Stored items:
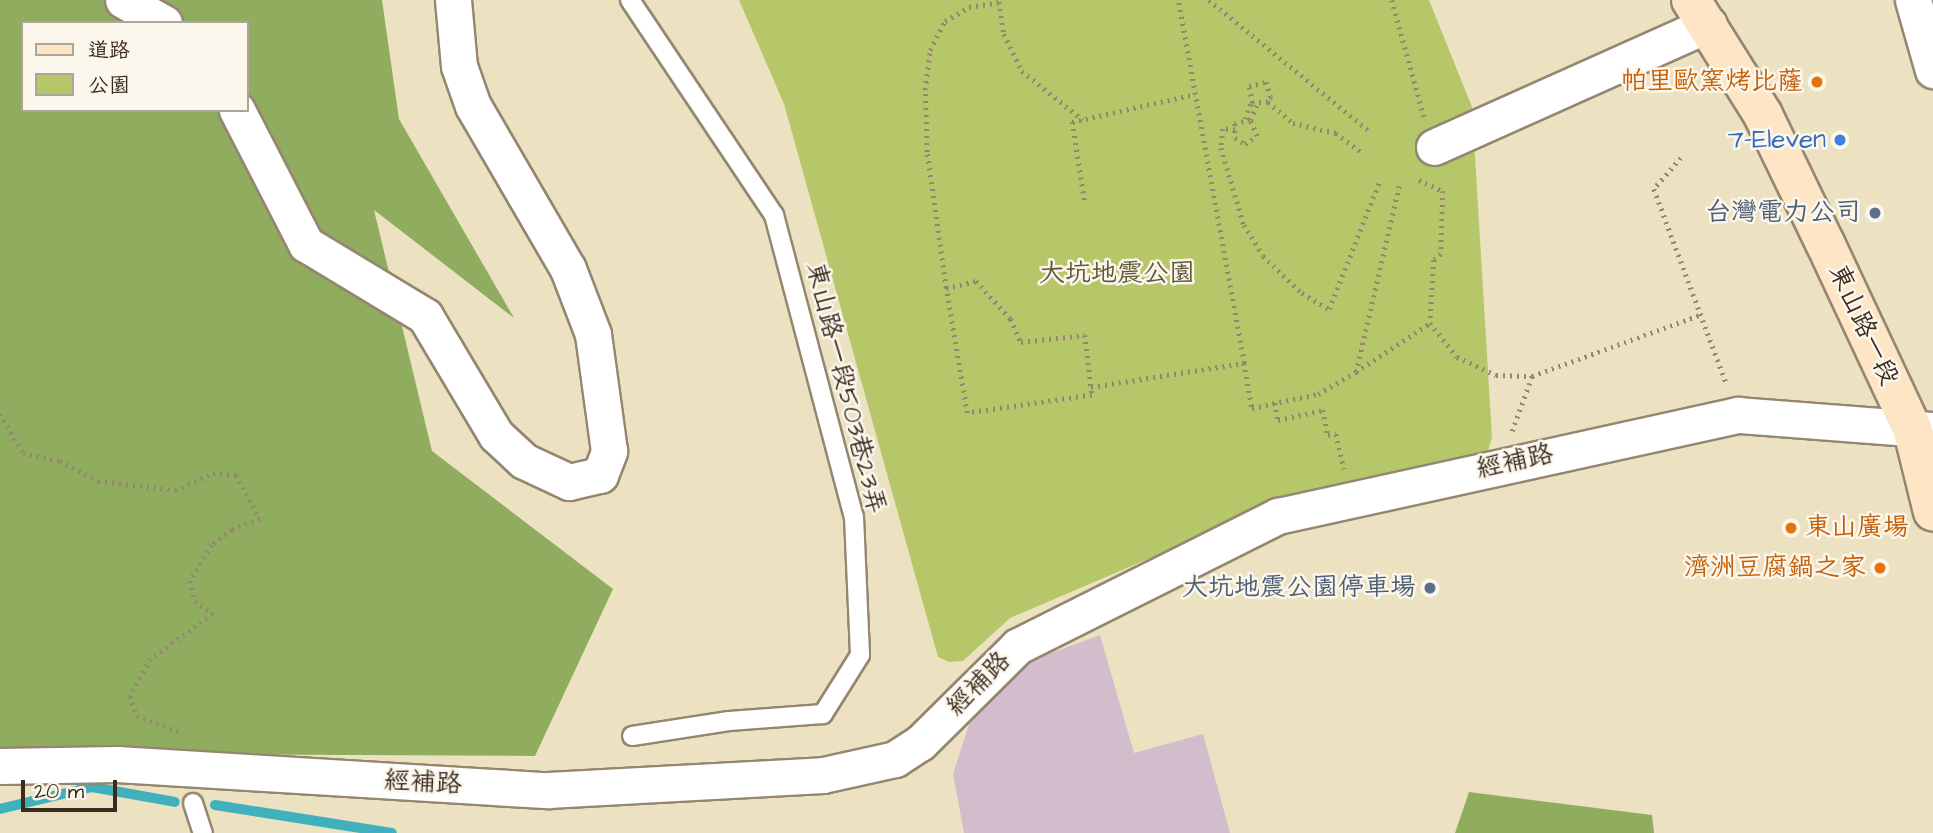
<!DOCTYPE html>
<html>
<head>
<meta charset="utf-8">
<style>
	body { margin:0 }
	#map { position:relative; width:1933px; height:833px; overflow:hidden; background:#ece2c2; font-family:"Architects Daughter","LXGW WenKai TC",sans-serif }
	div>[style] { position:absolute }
	.industrial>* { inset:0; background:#d1bdcb }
	.green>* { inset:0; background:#b6c76a }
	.forest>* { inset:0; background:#90ac5e }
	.stream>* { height:10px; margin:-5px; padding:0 5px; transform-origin:5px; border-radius:5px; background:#41b0bd }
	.path>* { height:4.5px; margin-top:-2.25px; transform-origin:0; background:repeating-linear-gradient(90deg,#948670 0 2px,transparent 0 7px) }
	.roads { filter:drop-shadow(2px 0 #948670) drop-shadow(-2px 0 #948670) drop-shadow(0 2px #948670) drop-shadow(0 -2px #948670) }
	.lane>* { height:18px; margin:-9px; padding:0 9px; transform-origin:9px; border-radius:9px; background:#fff }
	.street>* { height:35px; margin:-17.5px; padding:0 17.5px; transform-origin:17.5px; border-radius:17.5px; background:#fff }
	.secondary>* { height:38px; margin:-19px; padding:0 19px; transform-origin:19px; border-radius:19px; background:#fde5c5 }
	.dots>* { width:19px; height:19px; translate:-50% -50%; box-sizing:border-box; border:4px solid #fbf7ec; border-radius:50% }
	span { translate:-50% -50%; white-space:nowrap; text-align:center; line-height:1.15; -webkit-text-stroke:5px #fbf7ec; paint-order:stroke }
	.food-label { font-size:26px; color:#c56008 }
	.right { translate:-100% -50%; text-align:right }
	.left { translate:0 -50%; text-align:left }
	.shop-label { font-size:26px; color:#366cbe }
	.service-label { font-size:26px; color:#4e5e75 }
	.park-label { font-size:26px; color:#605935 }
	.street-label { font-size:26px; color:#3b2a1e }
	.legend { position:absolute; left:21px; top:21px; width:228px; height:91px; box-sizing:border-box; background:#fbf7ec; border:2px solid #aea59a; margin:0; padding:9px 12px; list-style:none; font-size:21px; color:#3b2a1e }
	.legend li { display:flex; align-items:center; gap:14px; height:35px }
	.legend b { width:35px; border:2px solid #aea59a }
	.scale { position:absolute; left:21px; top:780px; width:96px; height:32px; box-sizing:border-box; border:4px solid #3b2a1e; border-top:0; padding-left:9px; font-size:21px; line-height:24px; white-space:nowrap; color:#3b2a1e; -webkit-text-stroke:5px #fbf7ec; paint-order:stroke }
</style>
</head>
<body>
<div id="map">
	<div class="industrial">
		<div style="clip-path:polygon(1100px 635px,1134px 753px,1203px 734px,1230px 833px,964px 833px,953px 774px,971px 718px,1024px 663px)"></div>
	</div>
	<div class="green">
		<div style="clip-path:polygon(739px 0,1429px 0,1472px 107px,1492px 437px,1487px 454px,1281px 502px,1010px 618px,963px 661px,949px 662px,938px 657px,784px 104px)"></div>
	</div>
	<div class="forest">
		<div style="clip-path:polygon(evenodd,0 0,382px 0,399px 119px,514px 318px,374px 210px,432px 451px,613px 589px,535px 756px,0 753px,0 0,23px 23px,247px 23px,247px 110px,23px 110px,23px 23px)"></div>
		<div style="clip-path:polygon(1469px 792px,1652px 815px,1654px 833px,1455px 833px)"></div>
	</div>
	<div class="stream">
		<div style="left:215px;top:805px;width:179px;rotate:9deg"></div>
		<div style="left:0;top:809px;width:95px;rotate:-13.4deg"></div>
		<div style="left:92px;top:787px;width:84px;rotate:10.2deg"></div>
	</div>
	<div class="path">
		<div style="left:1209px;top:0;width:208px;rotate:39.3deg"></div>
		<div style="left:1392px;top:0;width:121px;rotate:74.7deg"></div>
		<div style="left:1268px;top:102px;width:16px;rotate:176deg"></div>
		<div style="left:1252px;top:103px;width:17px;rotate:-100deg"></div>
		<div style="left:1249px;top:86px;width:17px;rotate:-13deg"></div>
		<div style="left:1266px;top:82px;width:16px;rotate:72deg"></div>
		<div style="left:1271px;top:97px;width:6px;rotate:121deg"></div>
		<div style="left:1268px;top:102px;width:33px;rotate:40deg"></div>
		<div style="left:1293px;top:123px;width:44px;rotate:13.1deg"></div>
		<div style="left:1336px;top:133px;width:35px;rotate:37deg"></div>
		<div style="left:1245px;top:119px;width:18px;rotate:-71deg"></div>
		<div style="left:1250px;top:120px;width:16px;rotate:165deg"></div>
		<div style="left:1235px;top:124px;width:14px;rotate:90deg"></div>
		<div style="left:1235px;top:138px;width:12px;rotate:31deg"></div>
		<div style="left:1245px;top:144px;width:14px;rotate:-34deg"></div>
		<div style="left:1257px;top:136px;width:17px;rotate:-114deg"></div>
		<div style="left:1250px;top:120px;width:17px;rotate:-65deg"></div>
		<div style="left:1235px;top:130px;width:12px;rotate:-175deg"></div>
		<div style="left:1223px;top:129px;width:19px;rotate:96deg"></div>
		<div style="left:1221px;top:148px;width:80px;rotate:73.4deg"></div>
		<div style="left:1244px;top:225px;width:36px;rotate:58deg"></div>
		<div style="left:1263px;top:256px;width:54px;rotate:43.5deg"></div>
		<div style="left:1302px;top:293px;width:31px;rotate:31deg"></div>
		<div style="left:1329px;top:309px;width:139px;rotate:-68.4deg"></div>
		<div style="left:1681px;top:158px;width:41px;rotate:131.1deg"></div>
		<div style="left:1654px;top:189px;width:209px;rotate:69.6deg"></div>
		<div style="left:1419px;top:180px;width:26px;rotate:25deg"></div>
		<div style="left:1443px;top:191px;width:63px;rotate:91.8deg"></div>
		<div style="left:1441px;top:254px;width:9px;rotate:139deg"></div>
		<div style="left:1434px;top:260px;width:63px;rotate:93.6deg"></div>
		<div style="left:1430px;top:323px;width:43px;rotate:51.5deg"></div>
		<div style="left:1457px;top:357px;width:43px;rotate:24.8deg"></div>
		<div style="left:1496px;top:375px;width:36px;rotate:2deg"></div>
		<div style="left:1532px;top:376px;width:179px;rotate:-20deg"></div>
		<div style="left:1084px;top:200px;width:79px;rotate:-98.7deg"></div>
		<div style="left:1072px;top:122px;width:126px;rotate:-12.8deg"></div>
		<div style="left:976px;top:281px;width:52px;rotate:47.4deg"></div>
		<div style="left:1011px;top:319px;width:25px;rotate:67deg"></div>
		<div style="left:1021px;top:342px;width:64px;rotate:-6.2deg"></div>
		<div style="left:1085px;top:335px;width:60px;rotate:83.3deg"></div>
		<div style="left:1092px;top:395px;width:126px;rotate:171.8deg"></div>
		<div style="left:967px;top:413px;width:127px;rotate:-99.5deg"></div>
		<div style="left:946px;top:288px;width:31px;rotate:-13deg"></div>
		<div style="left:946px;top:288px;width:137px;rotate:-98deg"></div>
		<div style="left:927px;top:152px;width:62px;rotate:-91.8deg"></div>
		<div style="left:925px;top:90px;width:40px;rotate:-82.9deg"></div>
		<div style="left:930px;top:50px;width:33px;rotate:-63deg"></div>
		<div style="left:945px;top:21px;width:28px;rotate:-30deg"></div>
		<div style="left:969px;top:7px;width:30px;rotate:-9deg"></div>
		<div style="left:999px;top:2px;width:32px;rotate:81deg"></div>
		<div style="left:1004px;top:34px;width:41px;rotate:64.1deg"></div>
		<div style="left:1022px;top:71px;width:78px;rotate:38.8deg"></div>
		<div style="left:1244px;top:363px;width:46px;rotate:79.9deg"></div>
		<div style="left:1252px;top:408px;width:67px;rotate:-12deg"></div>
		<div style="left:1318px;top:394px;width:44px;rotate:-30.1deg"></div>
		<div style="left:1356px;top:372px;width:191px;rotate:-77deg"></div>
		<div style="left:1356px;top:372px;width:89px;rotate:-33.5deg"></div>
		<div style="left:1091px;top:387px;width:155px;rotate:-8.9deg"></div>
		<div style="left:1244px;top:363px;width:369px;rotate:-100.3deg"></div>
		<div style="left:1275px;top:403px;width:17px;rotate:80deg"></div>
		<div style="left:1278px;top:420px;width:46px;rotate:-12.5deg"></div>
		<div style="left:1323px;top:410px;width:25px;rotate:79deg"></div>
		<div style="left:1328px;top:435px;width:8px;rotate:-7deg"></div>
		<div style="left:1336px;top:434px;width:36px;rotate:77deg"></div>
		<div style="left:0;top:414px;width:45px;rotate:59.5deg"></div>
		<div style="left:23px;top:453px;width:38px;rotate:12deg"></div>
		<div style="left:60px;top:461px;width:43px;rotate:27.8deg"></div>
		<div style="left:98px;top:481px;width:78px;rotate:6.7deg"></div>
		<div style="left:175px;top:490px;width:42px;rotate:-24.1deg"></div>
		<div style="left:213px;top:473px;width:23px;rotate:5deg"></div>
		<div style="left:236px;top:475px;width:50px;rotate:61.4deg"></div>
		<div style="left:260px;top:519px;width:30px;rotate:159deg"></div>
		<div style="left:232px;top:530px;width:25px;rotate:143deg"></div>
		<div style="left:212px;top:545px;width:42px;rotate:121.4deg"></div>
		<div style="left:190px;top:581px;width:21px;rotate:76deg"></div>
		<div style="left:195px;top:601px;width:22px;rotate:36deg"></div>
		<div style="left:213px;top:614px;width:77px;rotate:144deg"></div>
		<div style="left:151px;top:659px;width:43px;rotate:119.6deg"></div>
		<div style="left:130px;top:696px;width:21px;rotate:71deg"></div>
		<div style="left:137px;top:716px;width:49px;rotate:20.3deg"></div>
		<div style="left:1512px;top:431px;width:59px;rotate:-70deg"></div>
	</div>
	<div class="roads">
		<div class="lane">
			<div style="left:630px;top:0;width:259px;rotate:56.2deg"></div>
			<div style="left:774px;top:215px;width:312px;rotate:75.2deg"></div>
			<div style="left:854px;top:517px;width:138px;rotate:87.5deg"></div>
			<div style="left:860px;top:655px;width:70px;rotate:122.1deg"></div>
			<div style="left:823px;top:714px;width:94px;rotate:175.7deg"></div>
			<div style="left:729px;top:721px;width:98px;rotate:171.2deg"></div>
			<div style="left:193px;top:803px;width:32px;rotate:72deg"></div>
		</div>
		<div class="street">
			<div style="left:123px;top:0;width:47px;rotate:29.3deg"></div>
			<div style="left:1913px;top:0;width:73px;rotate:74.1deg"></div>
			<div style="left:237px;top:110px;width:151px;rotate:62.8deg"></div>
			<div style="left:306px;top:244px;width:139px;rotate:31.2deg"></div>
			<div style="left:425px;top:316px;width:139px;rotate:59.2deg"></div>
			<div style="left:496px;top:435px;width:38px;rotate:43deg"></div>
			<div style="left:524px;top:461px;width:50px;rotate:25deg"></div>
			<div style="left:569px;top:482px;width:32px;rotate:-13deg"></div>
			<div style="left:600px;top:475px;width:26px;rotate:-69deg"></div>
			<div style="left:609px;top:451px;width:118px;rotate:-97.8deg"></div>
			<div style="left:593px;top:334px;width:70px;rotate:-111deg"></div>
			<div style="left:568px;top:269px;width:189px;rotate:-120.2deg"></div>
			<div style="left:473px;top:106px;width:42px;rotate:-109.3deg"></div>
			<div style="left:459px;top:66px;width:66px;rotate:-95.2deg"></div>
			<div style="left:1434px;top:147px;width:301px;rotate:-24.1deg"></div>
			<div style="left:0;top:766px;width:117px;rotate:-1deg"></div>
			<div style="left:117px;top:764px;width:432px;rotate:3.5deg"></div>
			<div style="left:548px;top:790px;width:275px;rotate:-3.1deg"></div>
			<div style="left:823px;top:775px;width:74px;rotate:-12.5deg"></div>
			<div style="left:895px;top:759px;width:30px;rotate:-33deg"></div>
			<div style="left:920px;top:743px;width:138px;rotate:-44.7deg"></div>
			<div style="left:1018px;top:646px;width:291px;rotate:-26.6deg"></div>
			<div style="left:1278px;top:516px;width:471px;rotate:-12.4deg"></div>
			<div style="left:1738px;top:415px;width:196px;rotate:4.4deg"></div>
		</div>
		<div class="secondary">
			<div style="left:1691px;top:0;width:136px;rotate:57.9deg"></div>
			<div style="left:1763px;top:115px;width:142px;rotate:64.2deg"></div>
			<div style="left:1825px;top:243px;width:208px;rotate:64.9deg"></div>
			<div style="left:1913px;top:431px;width:83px;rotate:76.1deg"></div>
		</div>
	</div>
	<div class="dots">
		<div style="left:1817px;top:82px;background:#e8710a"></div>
		<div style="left:1840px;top:140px;background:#3f7fe0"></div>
		<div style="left:1875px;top:213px;background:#5c6f8a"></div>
		<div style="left:1791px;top:528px;background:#e8710a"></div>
		<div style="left:1880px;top:568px;background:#e8710a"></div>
		<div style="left:1430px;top:588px;background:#5c6f8a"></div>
	</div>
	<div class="food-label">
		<span class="right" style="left:1803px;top:82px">帕里歐窯烤比薩</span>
		<span class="left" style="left:1805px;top:528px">東山廣場</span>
		<span class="right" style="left:1866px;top:568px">濟洲豆腐鍋之家</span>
	</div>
	<div class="shop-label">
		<span class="right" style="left:1826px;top:140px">7-Eleven</span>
	</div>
	<div class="service-label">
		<span class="right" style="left:1861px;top:213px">台灣電力公司</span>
		<span class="right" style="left:1416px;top:588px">大坑地震公園停車場</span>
	</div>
	<div class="park-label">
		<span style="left:1117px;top:274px">大坑地震公園</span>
	</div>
	<div class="street-label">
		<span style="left:1863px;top:325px;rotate:65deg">東山路一段</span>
		<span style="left:845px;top:388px;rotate:76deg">東山路一段503巷23弄</span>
		<span style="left:1515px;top:462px;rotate:-12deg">經補路</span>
		<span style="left:979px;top:684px;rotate:-45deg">經補路</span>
		<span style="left:423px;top:783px;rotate:3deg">經補路</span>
	</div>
	<ul class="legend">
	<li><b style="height:9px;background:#fde5c5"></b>道路</li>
	<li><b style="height:19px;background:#b6c76a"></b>公園</li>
	</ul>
	<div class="scale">20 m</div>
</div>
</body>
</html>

PROMPT – Please find how many lines in the records hold "stream", then give that number with nothing else.

TASK SOLUTION – 2